Stored items from a collection
────────────────────────────────────────

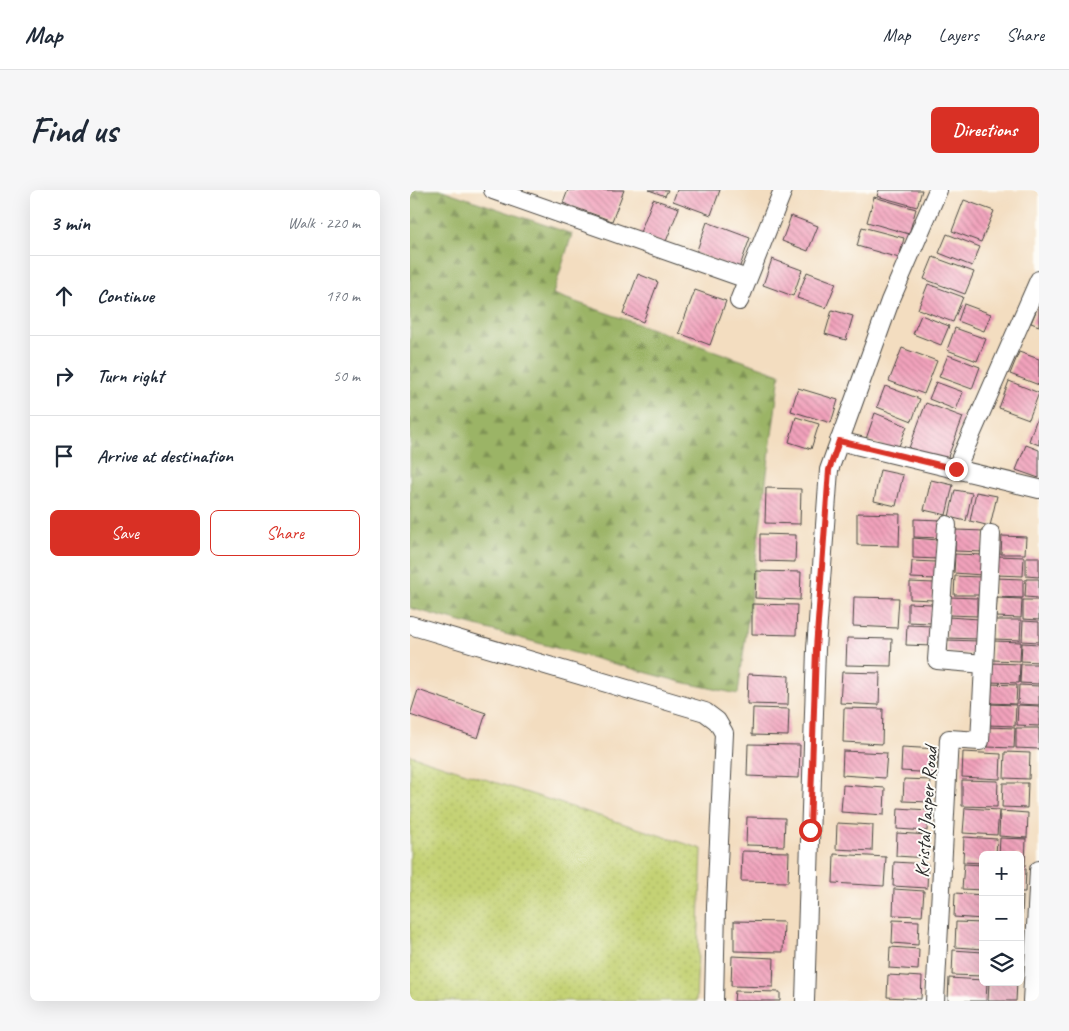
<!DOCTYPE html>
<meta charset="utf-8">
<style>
:root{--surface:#fff;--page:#f6f6f7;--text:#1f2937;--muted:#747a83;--line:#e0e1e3;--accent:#d93025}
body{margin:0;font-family:Caveat,sans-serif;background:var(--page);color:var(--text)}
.controls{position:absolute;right:15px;bottom:15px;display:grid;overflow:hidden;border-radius:8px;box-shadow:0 5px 20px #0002}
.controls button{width:45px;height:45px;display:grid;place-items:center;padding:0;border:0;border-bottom:1px solid var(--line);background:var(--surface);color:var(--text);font:25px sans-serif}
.stop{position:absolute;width:15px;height:15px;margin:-11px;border:4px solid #d93025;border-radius:50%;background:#fff}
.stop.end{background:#d93025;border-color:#fff;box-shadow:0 1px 5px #0008}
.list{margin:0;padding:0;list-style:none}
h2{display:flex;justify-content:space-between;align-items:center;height:65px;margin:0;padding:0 20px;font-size:21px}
h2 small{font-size:16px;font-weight:400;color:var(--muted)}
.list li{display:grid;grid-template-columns:32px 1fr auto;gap:15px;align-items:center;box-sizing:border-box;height:80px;padding:0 20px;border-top:1px solid var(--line)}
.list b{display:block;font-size:19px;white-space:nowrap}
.list em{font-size:16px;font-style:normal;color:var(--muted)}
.actions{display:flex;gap:10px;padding:15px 20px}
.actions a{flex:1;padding:11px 0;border:1px solid var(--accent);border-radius:8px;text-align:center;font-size:18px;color:var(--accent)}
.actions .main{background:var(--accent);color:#fff}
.icon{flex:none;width:28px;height:28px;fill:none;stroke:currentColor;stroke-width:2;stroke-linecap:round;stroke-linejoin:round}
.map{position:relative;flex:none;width:629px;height:811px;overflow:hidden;border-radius:8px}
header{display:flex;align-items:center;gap:30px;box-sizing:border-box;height:70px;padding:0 25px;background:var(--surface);border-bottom:1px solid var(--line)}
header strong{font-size:24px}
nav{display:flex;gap:28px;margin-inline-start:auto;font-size:18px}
.intro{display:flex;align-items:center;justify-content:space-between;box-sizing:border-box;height:120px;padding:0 30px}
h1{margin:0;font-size:35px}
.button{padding:12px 22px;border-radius:8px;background:var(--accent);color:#fff;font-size:18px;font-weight:700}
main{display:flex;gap:30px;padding:0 30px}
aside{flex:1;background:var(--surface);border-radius:8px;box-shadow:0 5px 20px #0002}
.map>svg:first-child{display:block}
</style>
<header>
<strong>Map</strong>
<nav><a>Map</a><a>Layers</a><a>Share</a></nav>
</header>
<div class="intro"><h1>Find us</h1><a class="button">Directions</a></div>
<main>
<aside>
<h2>3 min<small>Walk · 220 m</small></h2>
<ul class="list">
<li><svg class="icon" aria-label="ahead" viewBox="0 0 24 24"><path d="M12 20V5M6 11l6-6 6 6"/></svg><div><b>Continue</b></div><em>170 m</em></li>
<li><svg class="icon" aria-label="right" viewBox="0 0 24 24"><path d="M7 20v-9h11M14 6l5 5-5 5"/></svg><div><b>Turn right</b></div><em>50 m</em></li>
<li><svg class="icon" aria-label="arrive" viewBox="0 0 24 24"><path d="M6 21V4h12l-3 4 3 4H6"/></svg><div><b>Arrive at destination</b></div></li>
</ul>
<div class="actions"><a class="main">Save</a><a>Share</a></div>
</aside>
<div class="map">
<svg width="629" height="811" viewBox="0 0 629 811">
<defs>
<pattern id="grass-dots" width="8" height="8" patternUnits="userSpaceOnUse" patternTransform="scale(1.25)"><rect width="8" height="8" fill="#c4d274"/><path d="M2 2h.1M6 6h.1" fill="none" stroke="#a9b465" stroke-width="1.8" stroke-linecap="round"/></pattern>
<pattern id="forest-firs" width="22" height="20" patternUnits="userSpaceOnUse" patternTransform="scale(1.25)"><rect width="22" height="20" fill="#9bb466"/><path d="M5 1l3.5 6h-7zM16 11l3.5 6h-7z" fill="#7f9354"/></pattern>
<pattern id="building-back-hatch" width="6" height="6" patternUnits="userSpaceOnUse" patternTransform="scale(1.25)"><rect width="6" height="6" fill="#f2a2bc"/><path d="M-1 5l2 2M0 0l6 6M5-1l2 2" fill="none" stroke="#c48499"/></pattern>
</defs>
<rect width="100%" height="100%" fill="#fdfcf7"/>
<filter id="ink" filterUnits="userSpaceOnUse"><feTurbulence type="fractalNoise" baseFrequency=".02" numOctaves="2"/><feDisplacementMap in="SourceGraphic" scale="10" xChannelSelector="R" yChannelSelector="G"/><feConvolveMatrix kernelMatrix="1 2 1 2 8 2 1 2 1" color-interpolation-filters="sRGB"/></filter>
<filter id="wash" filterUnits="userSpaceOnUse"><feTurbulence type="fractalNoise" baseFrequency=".0096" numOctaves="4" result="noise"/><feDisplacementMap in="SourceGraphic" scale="20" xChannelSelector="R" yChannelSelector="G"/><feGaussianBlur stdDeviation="1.12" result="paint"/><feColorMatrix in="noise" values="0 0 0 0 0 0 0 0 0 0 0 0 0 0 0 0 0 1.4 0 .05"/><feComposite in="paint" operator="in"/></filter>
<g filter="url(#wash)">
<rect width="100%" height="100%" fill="#f3ddc0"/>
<!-- grass -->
<path fill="url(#grass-dots)" stroke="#787e50" d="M0,565L292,659L286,811H0Z"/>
<!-- forest -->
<path fill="url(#forest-firs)" stroke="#637048" d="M0,0H32L162,44L143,104L370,184L328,504L271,492L0,418Z"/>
<g id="blocks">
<!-- building -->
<g fill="url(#building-back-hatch)">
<path d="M158,0H214L202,31L153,13Z"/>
<path d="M239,0H258L255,6Z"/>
<path d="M267,0H310L301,25L263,11Z"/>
<path d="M469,0H512L507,17L467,6Z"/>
<path d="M464,7L506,19L499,44L457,32Z"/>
<path d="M243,9L269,18L255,54L229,45Z"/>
<path d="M554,10L584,21L571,52L542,41Z"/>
<path d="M381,26L408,36L398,61L372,51Z"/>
<path d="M297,32L340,48L329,79L286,63Z"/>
<path d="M452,37L494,48L489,68L447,56Z"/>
<path d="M537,44L570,57L562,76L529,63Z"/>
<path d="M523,67L564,82L555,104L514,89Z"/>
<path d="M362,69L392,80L383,106L353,95Z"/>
<path d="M397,82L426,93L416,118L387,108Z"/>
<path d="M228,84L248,92L233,132L213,124Z"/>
<path d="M518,94L553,107L543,132L508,119Z"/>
<path d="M285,100L316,111L300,155L269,143Z"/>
<path d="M554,114L581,124L574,141L548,131Z"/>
<path d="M629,114V136L621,133Z"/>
<path d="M422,120L443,126L436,150L415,144Z"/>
<path d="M511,125L539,136L531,155L503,144Z"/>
<path d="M545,138L576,149L567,171L537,160Z"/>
<path d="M492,158L527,171L514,204L479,191Z"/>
<path d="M609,162L629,169V195L600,184Z"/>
<path d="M538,165L570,177L562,199L529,187Z"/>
<path d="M599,191L629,203L619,229L589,218Z"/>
<path d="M526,192L553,202L546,220L519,209Z"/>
<path d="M475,196L510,209L502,231L467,217Z"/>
<path d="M388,198L428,210L421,233L381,221Z"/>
<path d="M516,213L553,227L536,272L499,258Z"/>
<path d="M465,223L497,236L487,261L456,249Z"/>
<path d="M386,227L409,234L401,259L379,252Z"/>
<path d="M627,228L629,229V255L619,251Z"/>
<path d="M616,255L629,260V288L606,280Z"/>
<path d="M470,280L493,285L486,316L464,311Z"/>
<path d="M521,290L543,295L536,325L514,320Z"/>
<path d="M356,298L391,299L390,334L355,333Z"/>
<path d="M545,300L562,303L556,331L539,327Z"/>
<path d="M566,302L587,306L580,336L560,331Z"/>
<path d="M447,323L490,324L489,356L447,355Z"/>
<path d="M504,329L531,330L530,348L504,347Z"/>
<path d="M546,340L574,341L573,362L545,361Z"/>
<path d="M350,344L386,345L385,372L350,371Z"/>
<path d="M592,346L616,347L615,364H591Z"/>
<path d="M503,348L528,350V369L503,368Z"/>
<path d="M545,364L573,365L572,385L544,383Z"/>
<path d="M587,366L614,367L613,386L586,385Z"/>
<path d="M616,367H629V387L616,386Z"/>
<path d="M502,371L526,372V389L501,388Z"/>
<path d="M346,381L391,382L390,410L345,408Z"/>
<path d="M545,386L571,387L570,405H544Z"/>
<path d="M586,388L613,389V408L586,407Z"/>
<path d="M616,389H629V408L615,407Z"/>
<path d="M500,392L524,393L523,410L500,409Z"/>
<path d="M444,407L489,408L487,438L443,436Z"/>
<path d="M539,407L567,408V426L539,425Z"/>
<path d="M587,408L612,409L611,428L586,427Z"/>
<path d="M613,410H629V430L613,429Z"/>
<path d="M498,413L522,414L521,433L498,432Z"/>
<path d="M342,414L387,415L386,445L342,444Z"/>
<path d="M538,427L569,429V449L537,448Z"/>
<path d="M584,430H611L610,450L584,449Z"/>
<path d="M613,431L629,432V452L612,451Z"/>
<path d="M497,435L523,436L522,456L496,455Z"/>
<path d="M437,448L482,449L481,476L436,475Z"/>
<path d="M537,450L568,451V464L537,462Z"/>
<path d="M583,451L611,452L610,471L582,470Z"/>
<path d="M612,453L629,454V472L611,471Z"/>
<path d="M580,473L610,474L609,493L580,492Z"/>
<path d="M611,474H629V494L610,493Z"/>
<path d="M432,482L470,483L469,515L430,513Z"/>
<path d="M338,484L379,486L378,515L337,514Z"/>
<path d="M580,494L607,495L606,514L579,513Z"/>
<path d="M609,495L629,496V515L608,514Z"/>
<path d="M8,500L76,523L68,548L0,525Z"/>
<path d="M579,514L606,515L605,536L578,535Z"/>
<path d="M608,515L629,516V536L607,535Z"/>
<path d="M343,518L379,519L378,546L342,545Z"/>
<path d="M434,518L473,519L472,554L433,552Z"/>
<path d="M577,537L605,538L604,558L577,557Z"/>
<path d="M606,538H629V559L606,558Z"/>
<path d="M338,554L390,555L389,588L337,586Z"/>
<path d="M492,557L528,559L527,583L491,581Z"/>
<path d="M433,561L477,563L475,588L432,585Z"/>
<path d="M553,562L591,564L590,589L552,587Z"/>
<path d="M595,562L620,563L619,589L594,588Z"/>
<path d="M494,589L521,590L519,612L493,611Z"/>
<path d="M552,590L588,591L587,617L552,616Z"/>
<path d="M593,593H618L617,618L592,617Z"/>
<path d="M433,595L475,598L474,625L431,622Z"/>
<path d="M488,618L518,620L517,641L487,639Z"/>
<path d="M555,618L589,620L587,645L553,643Z"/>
<path d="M590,621L618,623L617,648L589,646Z"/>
<path d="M337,627L375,628L374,656L336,655Z"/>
<path d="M427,633L463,635L462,661L426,659Z"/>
<path d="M487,643L519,645L518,668L486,666Z"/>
<path d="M554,647L587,649L586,665H573V673L553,672Z"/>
<path d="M590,648L616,649L615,676H610V665H589Z"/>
<path d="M332,661L379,662L378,692L331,691Z"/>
<path d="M424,664L476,667L474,696L423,693Z"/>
<path d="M484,672L518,674L517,698L483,696Z"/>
<path d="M554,674L573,675V700L552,699Z"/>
<path d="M610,678L616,679L615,702H610Z"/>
<path d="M484,699L514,701L512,726L483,725Z"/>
<path d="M545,703L573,705V729L544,727Z"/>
<path d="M610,706H613L612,724H610Z"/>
<path d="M483,730L509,731L508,755L482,753Z"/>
<path d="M324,731L374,732L373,762L324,761Z"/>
<path d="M546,732L573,733V759L545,757Z"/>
<path d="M480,757L509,759L508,780L479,778Z"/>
<path d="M543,760L573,762V786L542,785Z"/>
<path d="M322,766L364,768L363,797L321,796Z"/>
<path d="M478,785L512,787L511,809L477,807Z"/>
<path d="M539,788L573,790V792H577L576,811H538Z"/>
<path d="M579,792H607L606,811H578Z"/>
<path d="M325,801L370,802V811H324Z"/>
</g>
</g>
</g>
<g filter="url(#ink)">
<use href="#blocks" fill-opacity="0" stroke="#494641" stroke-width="1"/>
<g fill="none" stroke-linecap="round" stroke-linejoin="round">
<defs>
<g id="street">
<path d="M83,0L337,89"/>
<path d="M329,111L373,0"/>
<path d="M429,251L629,299"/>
<path d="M546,279L629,90"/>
<path d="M537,335L527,470L574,474"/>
<path d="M0,435L295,522L307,531L314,543L306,717L304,811"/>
<path d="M395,811L406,459L419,280L480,111L528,0"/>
<path d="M525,811L539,549L570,551L581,344"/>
<path d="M622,811L629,680"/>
</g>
</defs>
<!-- street casing -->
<use href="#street" stroke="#494641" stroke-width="20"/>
<!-- street -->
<use href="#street" stroke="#fff" stroke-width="18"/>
</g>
</g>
<g fill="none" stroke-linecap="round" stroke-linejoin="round" filter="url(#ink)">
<!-- route -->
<path stroke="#d93025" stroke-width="6" d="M400,640L406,459L419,280L429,251L546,279"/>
</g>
<g text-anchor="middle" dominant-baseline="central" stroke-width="4" stroke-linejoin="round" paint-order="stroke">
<!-- street labels -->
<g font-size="20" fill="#2b2b2b" stroke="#fdfcf7">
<text transform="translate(516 622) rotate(-86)">Kristal Jasper Road</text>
</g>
</g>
</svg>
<div class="controls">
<button>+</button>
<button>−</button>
<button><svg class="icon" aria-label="layers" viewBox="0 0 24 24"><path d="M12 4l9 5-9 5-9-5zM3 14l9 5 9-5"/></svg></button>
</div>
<div class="stop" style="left:400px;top:640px"></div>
<div class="stop end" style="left:546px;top:279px"></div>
</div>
</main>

────────────────────────────────────────

Which lines above contain "position"? Show each of them.

.controls{position:absolute;right:15px;bottom:15px;display:grid;overflow:hidden;border-radius:8px;box-shadow:0 5px 20px #0002}
.stop{position:absolute;width:15px;height:15px;margin:-11px;border:4px solid #d93025;border-radius:50%;background:#fff}
.map{position:relative;flex:none;width:629px;height:811px;overflow:hidden;border-radius:8px}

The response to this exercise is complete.